Au lieu de dégringoler, les prix des propriétés récréatives ont plutôt continué à grimper, de 2 % par rapport à l’an dernier, estime-t-il.

La baisse de prix attendue au printemps reflétait un sondage réalisé durant les trois premières semaines de mars auprès de 202 courtiers actifs dans des régions récréatives au pays.

Auparavant, la propriété récréative était un luxe, donc, dès qu’il y avait un resserrement économique, c’était la première chose dont on se départait. Depuis la pandémie, les choses ont bien changé. L’autre chose, c’est la rareté des propriétés : il y a moins d’inventaire que prévu sur le marché.

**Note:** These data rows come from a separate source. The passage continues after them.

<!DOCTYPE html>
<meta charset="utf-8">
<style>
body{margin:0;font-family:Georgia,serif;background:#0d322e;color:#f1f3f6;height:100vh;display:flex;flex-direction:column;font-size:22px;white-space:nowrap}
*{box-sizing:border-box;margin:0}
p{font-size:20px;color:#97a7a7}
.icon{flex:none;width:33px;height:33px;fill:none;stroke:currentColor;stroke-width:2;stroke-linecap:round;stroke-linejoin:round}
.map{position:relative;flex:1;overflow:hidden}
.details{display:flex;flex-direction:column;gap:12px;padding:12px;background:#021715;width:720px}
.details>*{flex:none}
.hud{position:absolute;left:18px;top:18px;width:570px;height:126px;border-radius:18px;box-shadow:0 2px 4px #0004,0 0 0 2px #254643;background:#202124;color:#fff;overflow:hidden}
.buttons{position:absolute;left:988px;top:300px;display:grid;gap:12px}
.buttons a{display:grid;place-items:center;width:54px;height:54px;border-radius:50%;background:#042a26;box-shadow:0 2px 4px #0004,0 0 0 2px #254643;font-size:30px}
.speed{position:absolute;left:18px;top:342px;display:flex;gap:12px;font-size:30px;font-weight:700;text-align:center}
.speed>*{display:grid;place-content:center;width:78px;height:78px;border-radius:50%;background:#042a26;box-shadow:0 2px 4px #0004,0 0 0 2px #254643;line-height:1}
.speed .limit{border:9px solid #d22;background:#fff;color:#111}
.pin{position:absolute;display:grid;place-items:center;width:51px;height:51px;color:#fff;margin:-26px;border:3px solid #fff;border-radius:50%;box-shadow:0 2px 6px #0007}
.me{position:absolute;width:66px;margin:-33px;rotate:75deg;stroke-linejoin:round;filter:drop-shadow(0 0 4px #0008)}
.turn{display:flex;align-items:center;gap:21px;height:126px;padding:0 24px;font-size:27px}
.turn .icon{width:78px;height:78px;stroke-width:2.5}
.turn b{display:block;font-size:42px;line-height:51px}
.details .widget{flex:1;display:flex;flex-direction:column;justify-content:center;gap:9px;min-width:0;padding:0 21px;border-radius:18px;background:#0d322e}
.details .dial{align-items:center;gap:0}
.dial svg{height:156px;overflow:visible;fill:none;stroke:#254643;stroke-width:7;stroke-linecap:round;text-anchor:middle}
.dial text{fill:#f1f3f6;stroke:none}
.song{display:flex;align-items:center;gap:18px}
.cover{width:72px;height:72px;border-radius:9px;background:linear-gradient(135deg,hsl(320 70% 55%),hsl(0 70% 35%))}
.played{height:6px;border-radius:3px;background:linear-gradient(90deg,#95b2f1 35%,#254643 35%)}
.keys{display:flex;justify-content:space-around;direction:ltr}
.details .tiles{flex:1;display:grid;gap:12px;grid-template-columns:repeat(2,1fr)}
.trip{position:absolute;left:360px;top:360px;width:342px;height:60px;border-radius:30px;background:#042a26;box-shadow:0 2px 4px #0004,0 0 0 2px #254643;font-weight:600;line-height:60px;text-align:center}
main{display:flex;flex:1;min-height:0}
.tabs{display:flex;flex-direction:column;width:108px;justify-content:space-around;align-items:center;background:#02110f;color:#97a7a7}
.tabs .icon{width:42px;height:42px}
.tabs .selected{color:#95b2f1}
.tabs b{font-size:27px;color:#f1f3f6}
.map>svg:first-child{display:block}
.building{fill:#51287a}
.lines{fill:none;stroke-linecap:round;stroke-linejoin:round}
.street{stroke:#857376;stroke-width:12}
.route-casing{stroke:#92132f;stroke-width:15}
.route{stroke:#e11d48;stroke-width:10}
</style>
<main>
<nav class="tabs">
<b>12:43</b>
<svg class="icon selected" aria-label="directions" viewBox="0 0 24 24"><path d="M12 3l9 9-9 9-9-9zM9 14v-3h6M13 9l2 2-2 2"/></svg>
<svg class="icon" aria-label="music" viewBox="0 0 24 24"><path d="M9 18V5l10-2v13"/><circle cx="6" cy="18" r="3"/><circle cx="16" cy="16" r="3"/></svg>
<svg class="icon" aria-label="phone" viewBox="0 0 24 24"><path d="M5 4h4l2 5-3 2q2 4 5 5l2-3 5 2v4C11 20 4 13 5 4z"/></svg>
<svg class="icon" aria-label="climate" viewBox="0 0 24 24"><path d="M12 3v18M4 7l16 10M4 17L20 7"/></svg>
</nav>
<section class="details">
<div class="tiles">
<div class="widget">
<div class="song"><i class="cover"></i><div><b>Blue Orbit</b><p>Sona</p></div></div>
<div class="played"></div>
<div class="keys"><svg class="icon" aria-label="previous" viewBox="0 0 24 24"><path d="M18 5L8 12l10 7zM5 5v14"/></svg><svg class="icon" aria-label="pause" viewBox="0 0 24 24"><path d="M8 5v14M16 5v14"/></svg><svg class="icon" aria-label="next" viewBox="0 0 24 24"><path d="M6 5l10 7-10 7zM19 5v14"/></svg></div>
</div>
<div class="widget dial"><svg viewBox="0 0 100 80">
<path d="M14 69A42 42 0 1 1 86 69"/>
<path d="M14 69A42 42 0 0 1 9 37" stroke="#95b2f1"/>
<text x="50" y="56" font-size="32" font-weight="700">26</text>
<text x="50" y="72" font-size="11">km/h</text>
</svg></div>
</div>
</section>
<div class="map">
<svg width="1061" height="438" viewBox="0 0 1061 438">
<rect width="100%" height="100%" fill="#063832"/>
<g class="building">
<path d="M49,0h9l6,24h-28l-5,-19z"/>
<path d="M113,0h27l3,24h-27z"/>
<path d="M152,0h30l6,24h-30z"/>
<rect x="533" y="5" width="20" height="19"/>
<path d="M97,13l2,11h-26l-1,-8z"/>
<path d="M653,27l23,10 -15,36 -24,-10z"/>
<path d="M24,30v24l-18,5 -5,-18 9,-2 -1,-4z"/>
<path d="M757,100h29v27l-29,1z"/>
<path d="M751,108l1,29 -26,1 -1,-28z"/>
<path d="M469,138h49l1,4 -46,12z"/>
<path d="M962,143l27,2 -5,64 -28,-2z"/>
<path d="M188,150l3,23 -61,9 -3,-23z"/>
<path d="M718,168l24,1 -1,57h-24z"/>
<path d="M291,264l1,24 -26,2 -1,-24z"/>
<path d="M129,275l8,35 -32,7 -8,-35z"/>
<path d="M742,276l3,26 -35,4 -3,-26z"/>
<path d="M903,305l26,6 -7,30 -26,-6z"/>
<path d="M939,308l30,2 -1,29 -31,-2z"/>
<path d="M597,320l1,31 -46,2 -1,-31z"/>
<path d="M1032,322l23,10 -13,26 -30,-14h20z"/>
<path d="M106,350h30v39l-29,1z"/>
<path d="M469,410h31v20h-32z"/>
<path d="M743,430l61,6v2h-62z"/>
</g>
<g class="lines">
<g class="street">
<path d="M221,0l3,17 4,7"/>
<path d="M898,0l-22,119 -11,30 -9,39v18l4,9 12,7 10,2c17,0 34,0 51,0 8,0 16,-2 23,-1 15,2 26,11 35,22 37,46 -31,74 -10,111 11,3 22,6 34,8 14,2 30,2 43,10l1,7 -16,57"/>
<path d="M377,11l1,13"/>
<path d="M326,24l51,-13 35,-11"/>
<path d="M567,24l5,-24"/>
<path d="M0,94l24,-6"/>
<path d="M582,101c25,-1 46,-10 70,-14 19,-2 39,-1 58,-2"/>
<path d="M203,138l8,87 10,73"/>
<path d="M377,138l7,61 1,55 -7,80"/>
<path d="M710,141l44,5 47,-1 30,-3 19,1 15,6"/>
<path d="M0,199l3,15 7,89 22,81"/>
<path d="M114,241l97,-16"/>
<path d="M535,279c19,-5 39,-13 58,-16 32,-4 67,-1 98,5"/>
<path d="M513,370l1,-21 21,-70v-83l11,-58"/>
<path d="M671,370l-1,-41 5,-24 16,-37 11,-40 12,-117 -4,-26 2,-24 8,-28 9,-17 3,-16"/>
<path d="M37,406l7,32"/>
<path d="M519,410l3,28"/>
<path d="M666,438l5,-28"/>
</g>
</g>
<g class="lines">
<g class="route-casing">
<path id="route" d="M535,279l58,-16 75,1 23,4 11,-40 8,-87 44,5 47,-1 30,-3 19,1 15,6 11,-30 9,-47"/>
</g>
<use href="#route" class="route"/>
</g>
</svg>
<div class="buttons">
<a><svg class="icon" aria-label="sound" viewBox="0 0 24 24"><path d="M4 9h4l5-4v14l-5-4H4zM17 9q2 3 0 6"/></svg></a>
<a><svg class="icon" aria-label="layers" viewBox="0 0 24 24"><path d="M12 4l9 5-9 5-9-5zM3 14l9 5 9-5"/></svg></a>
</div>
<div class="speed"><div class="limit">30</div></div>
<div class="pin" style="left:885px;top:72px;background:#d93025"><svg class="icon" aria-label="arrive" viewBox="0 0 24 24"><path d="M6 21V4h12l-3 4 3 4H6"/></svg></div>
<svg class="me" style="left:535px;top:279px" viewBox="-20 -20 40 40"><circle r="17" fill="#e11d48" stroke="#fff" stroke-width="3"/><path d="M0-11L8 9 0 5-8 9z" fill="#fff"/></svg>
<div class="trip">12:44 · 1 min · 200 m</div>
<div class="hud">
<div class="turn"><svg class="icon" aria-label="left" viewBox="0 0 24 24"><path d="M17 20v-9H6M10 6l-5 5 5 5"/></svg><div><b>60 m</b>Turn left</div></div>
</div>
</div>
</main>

Éric Léger, courtier, Royal LePage Humania

La demande, elle, a augmenté avec la pandémie. Des adeptes du télétravail se sont ajoutés aux baby-boomers retraités ou semi-retraités pour qui habiter dans une région récréative était « un rêve » de longue date.

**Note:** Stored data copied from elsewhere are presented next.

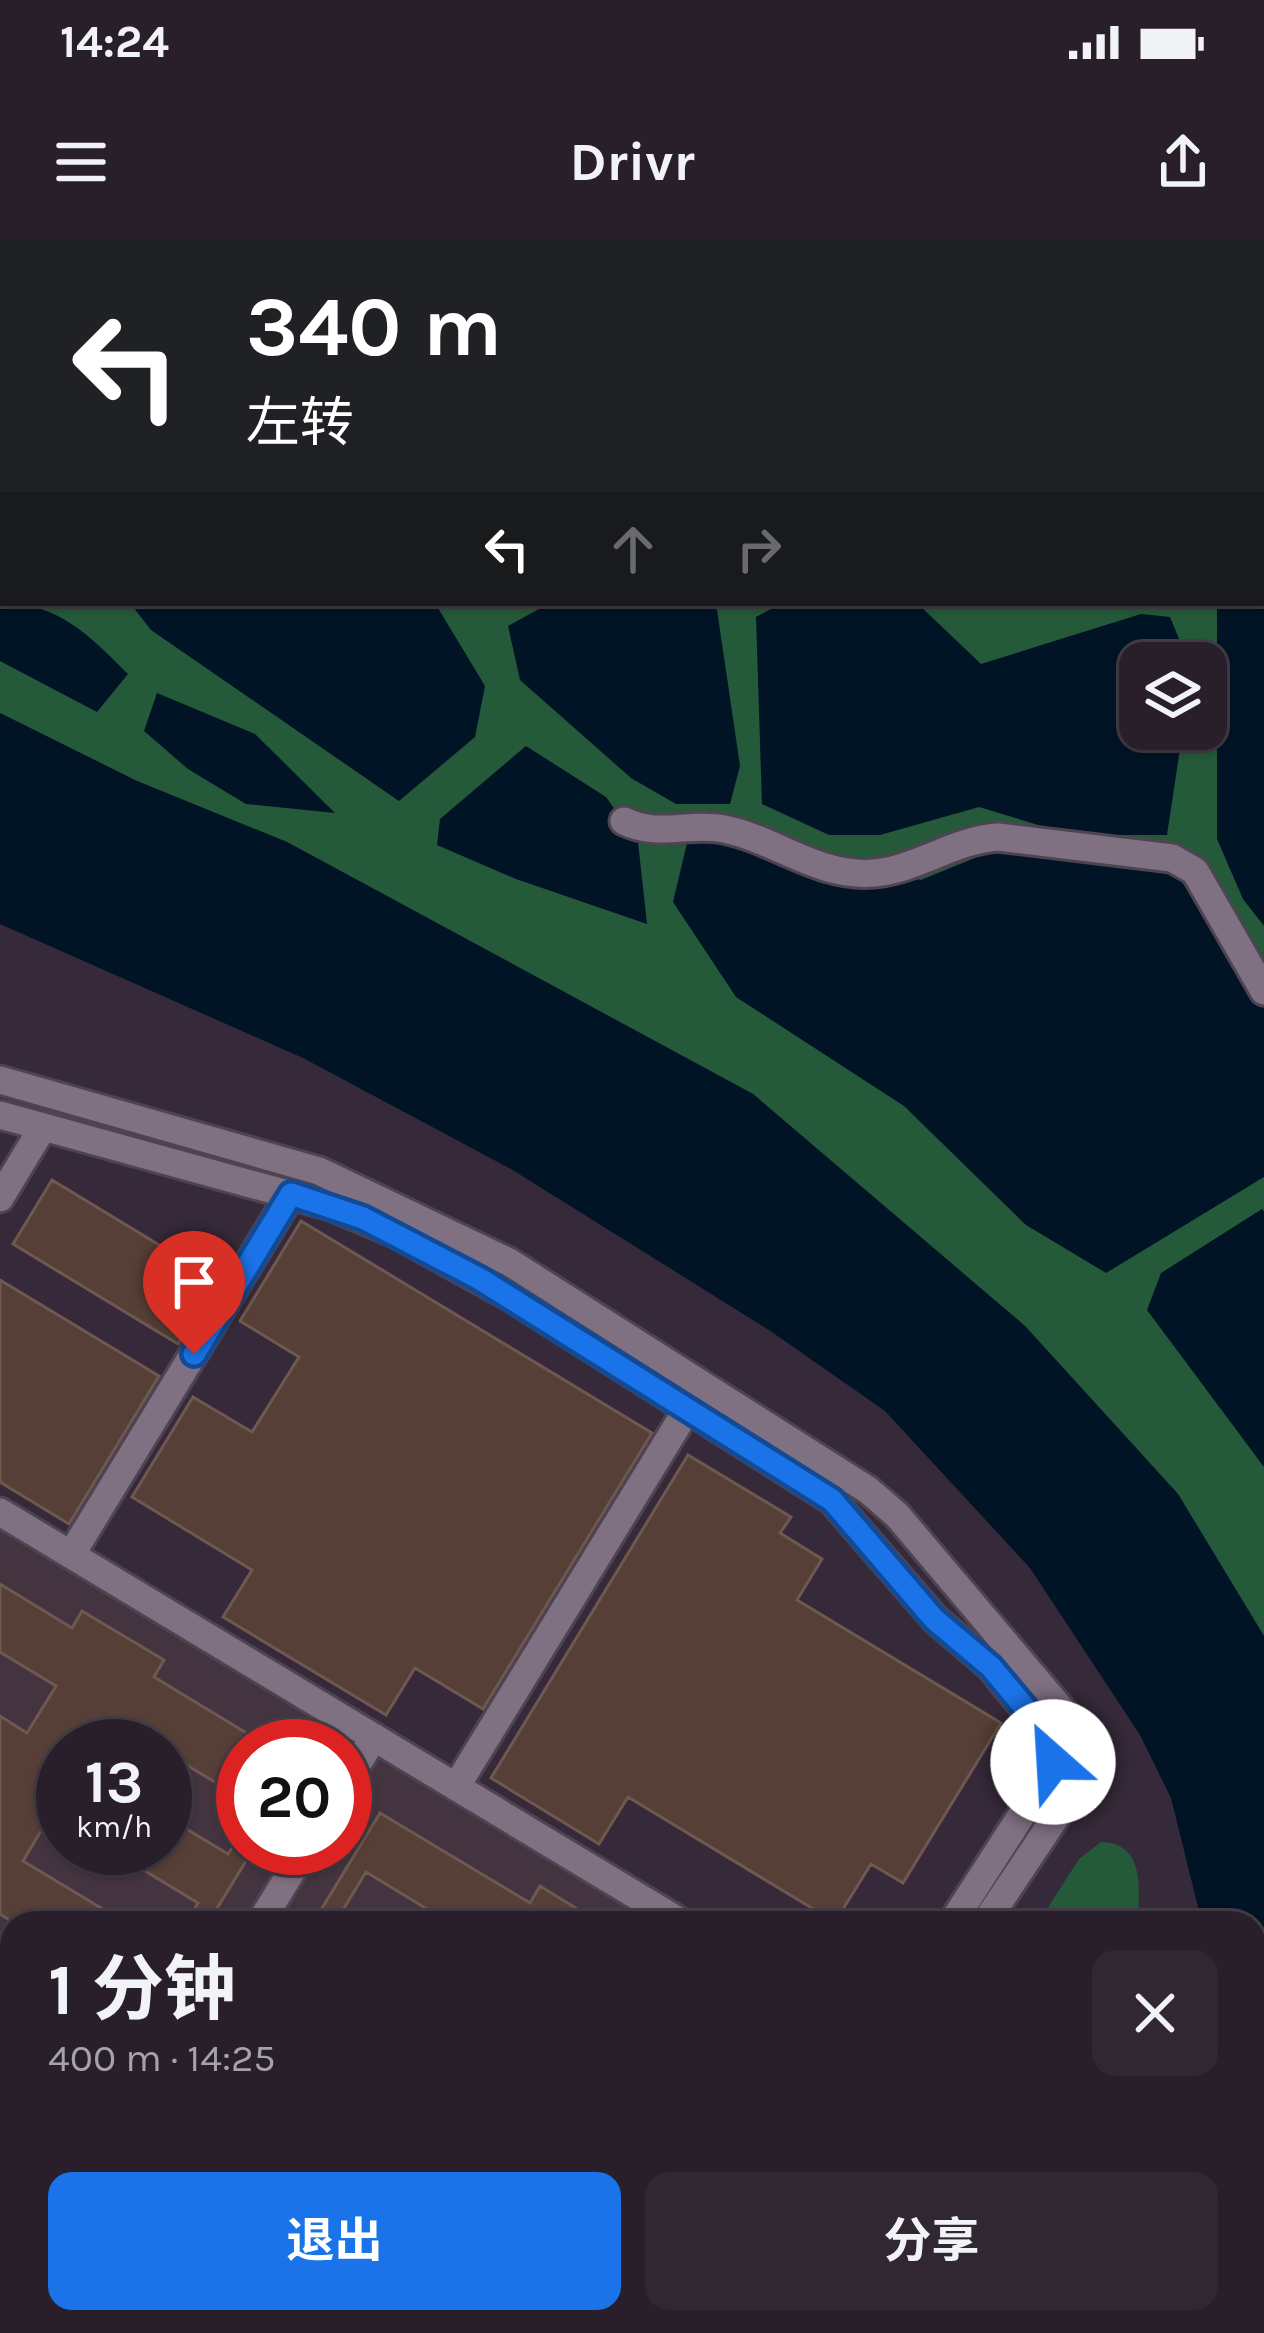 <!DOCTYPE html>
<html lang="zh">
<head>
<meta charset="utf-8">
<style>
  :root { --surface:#281f2b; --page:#302733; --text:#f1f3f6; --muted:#a5a2a9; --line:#443d47; --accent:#1a73e8 }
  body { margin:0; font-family:Karla,"Noto Sans SC",sans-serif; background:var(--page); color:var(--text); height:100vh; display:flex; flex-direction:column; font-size:45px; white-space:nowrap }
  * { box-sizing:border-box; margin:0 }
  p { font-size:39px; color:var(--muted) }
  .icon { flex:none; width:66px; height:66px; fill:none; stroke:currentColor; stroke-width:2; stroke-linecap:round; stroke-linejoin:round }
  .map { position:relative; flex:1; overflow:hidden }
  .sheet { position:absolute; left:0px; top:1671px; width:1266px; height:423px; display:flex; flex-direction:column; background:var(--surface); border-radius:36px 36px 0 0; box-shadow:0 3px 9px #0004,0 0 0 3px var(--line) }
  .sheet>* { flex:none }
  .banner { position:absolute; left:0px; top:0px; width:1266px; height:366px; box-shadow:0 3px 9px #0004,0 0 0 3px var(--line); background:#202124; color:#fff; overflow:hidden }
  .controls { position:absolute; left:1119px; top:402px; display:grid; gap:24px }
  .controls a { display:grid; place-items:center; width:108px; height:108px; border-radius:24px; background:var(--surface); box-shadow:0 3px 9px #0004,0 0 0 3px var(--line); font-size:60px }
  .speed { position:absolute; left:36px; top:1479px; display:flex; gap:24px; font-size:60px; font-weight:700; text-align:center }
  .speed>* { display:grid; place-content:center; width:156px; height:156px; border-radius:50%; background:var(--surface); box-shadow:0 3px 9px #0004,0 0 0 3px var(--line); line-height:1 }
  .speed small { font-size:30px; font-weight:400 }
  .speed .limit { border:18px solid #d22; background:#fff; color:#111 }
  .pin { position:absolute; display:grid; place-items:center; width:102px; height:102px; color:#fff; margin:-123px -51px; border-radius:50% 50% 50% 0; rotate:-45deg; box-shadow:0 0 12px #0007 }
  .pin .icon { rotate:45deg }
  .me { position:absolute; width:132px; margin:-66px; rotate:334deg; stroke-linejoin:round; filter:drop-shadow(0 0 9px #0008) }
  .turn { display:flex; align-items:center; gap:42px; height:252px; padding:0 48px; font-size:54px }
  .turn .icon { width:156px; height:156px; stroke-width:2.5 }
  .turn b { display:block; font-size:84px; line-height:102px }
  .lanes { display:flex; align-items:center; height:114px; padding:0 48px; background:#0003; justify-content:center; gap:60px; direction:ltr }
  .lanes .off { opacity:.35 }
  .round { display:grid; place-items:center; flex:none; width:126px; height:126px; border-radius:24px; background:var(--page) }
  .headline { display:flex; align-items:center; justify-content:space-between; height:204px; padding:0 48px }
  h1 { font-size:72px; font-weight:700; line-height:90px }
  .action { display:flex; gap:24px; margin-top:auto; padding:24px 48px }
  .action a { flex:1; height:138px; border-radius:24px; background:var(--accent); color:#fff; font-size:48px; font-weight:700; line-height:138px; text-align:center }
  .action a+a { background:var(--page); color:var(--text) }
  .status { display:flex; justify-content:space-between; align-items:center; height:84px; padding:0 60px; background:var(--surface); direction:ltr }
  .status svg { height:33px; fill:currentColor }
  header { display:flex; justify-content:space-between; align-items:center; height:156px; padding:0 48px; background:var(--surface); font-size:54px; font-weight:700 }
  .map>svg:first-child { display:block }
  .medical { fill:#433440; fill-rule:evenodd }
  .green { fill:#245939; fill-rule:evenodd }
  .water { fill:#001426 }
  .building { fill:#553f37; stroke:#6f5850; stroke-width:3 }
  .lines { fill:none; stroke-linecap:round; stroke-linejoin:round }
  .minor-casing { stroke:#4e4451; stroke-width:33 }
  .minor { stroke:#7f7082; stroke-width:27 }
  .route-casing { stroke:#114b97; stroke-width:30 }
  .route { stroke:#1a73e8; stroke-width:21 }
</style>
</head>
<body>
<div class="status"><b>14:24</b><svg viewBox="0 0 49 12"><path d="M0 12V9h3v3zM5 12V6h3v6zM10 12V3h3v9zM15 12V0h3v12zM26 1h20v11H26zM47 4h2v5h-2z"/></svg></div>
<header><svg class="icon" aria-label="menu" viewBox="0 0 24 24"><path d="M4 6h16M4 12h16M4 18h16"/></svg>Drivr<svg class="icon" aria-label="share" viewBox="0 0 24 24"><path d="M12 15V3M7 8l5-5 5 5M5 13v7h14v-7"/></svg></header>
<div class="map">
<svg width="1264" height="2093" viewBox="0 0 1264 2093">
  <rect width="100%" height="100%" fill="#362939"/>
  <path class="medical" d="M0 1285 661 1683H12V2082H647L640 2093H0ZM63 1506H165V1608H63ZM243 1506H345V1608H243Z"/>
  <path class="green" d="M0 0H1264V1396L1178 1254 1025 1086 753 854 287 602 137 541 0 473ZM3 3H1263V363H3ZM1140 423H1206V489H1140Z
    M1101 1602C1146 1603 1139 1650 1138 1683H1038L1079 1619Z
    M758 2082H897L913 2093H750Z"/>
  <path class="water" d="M0 0 97 3H3V312Z
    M1264 335V686L1243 659 1217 599V363H1263Z
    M0 342 3 363C58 363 90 396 128 434L97 472 0 421Z
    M130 363H435L485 446 475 497 399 561 151 390Z
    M550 363H716L740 526 730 564H676L631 538 520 440 508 386Z
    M782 363H917L981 424 1141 374 1170 377 1189 423H1140V489H1183L1167 595H1071L979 567 880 595H829L762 564 756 377Z
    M157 453 255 494 335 573 246 564 188 529 144 491Z
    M0 473 137 541 287 602 753 854 1025 1086 1178 1254 1264 1396V2044L1254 2066V1683H1202L1171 1558 1140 1495 1030 1328 885 1171 769 1090 511 929 303 818 0 684Z
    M526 506 606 557 638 602 647 684 516 639 437 605 440 579Z
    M688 599 769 605 842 627 921 640 982 615 1036 608 1170 624 1264 766V937L1106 1033 1026 985 904 866 736 757 673 662Z
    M1262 969 1264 971V1227L1147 1070 1161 1033Z
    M1104 2082H1244L1237 2093H1097Z"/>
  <path class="building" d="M52 940 217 1040 178 1104 13 1004Z
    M301 981 652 1193 483 1469 415 1428 386 1475 223 1377 252 1330 132 1257 193 1157 252 1192 299 1117 240 1081Z
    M0 1040 159 1136 69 1284 0 1242Z
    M688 1215 791 1277 780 1293 822 1319 797 1360 1001 1483 903 1643 871 1624 835 1682 628 1557 599 1604 491 1538Z
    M0 1344 72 1388 82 1371 164 1420 154 1437 268 1506H243V1559L165 1512V1506H155L109 1478 92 1506H63V1581L51 1574 23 1621 126 1683H14L0 1674V1476L27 1493 56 1446 0 1412Z
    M380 1573 530 1663 540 1646 600 1683H450L366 1632 335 1683H313Z
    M165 1576 228 1614 232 1608H254L208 1683H186L198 1663 107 1608H165Z"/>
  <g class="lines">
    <defs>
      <path id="minor" d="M624 581C659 598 688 582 724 589 775 599 819 638 874 633 918 629 954 600 998 597L1172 618 1195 631 1264 751
        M0 840 319 931 509 1022 868 1250 897 1275 1071 1481C1083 1505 1085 1522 1075 1548L985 1683
        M0 875 331 966 395 993 511 1057 832 1260 935 1379 991 1427 1052 1502 1050 1531 952 1683
        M0 958 43 887
        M0 1272 682 1683
        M71 1315 291 954
        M345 1544 374 1497
        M456 1547 688 1168
        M260 1683 306 1608
        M10 2093 17 2082
        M626 2093 632 2082
        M701 2093 707 2082"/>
    </defs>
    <use href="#minor" class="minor-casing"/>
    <use href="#minor" class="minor"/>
  </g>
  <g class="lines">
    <defs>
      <path id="route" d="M194 1114 291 954 363 978 480 1039 832 1260 934 1379 991 1427 1047 1494 1053 1522"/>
    </defs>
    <use href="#route" class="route-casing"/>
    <use href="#route" class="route"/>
  </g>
</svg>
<div class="controls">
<a><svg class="icon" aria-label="layers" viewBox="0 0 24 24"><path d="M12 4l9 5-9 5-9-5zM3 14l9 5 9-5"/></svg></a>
</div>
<div class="speed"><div>13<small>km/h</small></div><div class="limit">20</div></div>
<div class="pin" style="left:194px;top:1114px;background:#d93025"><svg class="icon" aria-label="arrive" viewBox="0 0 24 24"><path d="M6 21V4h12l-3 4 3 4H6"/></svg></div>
<svg class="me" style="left:1053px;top:1522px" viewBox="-20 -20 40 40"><circle r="19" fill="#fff"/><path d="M0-13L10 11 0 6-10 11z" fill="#1a73e8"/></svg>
<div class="banner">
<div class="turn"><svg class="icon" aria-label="left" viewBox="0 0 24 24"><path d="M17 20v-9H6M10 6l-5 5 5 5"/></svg><div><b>340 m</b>左转</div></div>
<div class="lanes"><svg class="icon" aria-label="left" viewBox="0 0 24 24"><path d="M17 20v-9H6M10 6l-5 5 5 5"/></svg><svg class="icon off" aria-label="ahead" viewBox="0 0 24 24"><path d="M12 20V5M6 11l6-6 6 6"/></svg><svg class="icon off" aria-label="right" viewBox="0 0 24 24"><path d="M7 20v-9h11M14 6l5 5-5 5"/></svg></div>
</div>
<section class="sheet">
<div class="headline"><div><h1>1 分钟</h1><p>400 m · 14:25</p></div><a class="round"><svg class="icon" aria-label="close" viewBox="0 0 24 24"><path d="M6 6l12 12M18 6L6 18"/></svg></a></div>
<div class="action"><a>退出</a><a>分享</a></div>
</section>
</div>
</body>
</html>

« Aussi longtemps que l’offre de propriétés n’augmentera pas de façon significative, je crois qu’on va rester pas mal stable en matière de prix. »

Des régions plus touchées

Depuis 2014, la valeur imposable moyenne uniformisée* des chalets et résidences secondaires a explosé, passant de 101 225 $ à 175 023 $, un bond de 73 %, montrent les données de l’ISQ. Dans les 10 régions les plus effervescentes, on enregistre des hausses de 100 % à 200 %.

Sans surprise, ce palmarès inclut des MRC de l’Estrie, dont, en troisième position, Brome-Missisquoi (+ 151 %), qui englobe des municipalités comme Sutton et Bromont.

« Ça fait plus d’un an que la région de Bromont, entre autres, a des statistiques en dehors de l’échelle de Richter », confirme M. Léger.

Ce palmarès inclut aussi des régions de la Montérégie, dont, en première position, la MRC Les Jardins-de-Napierville (+ 207 %).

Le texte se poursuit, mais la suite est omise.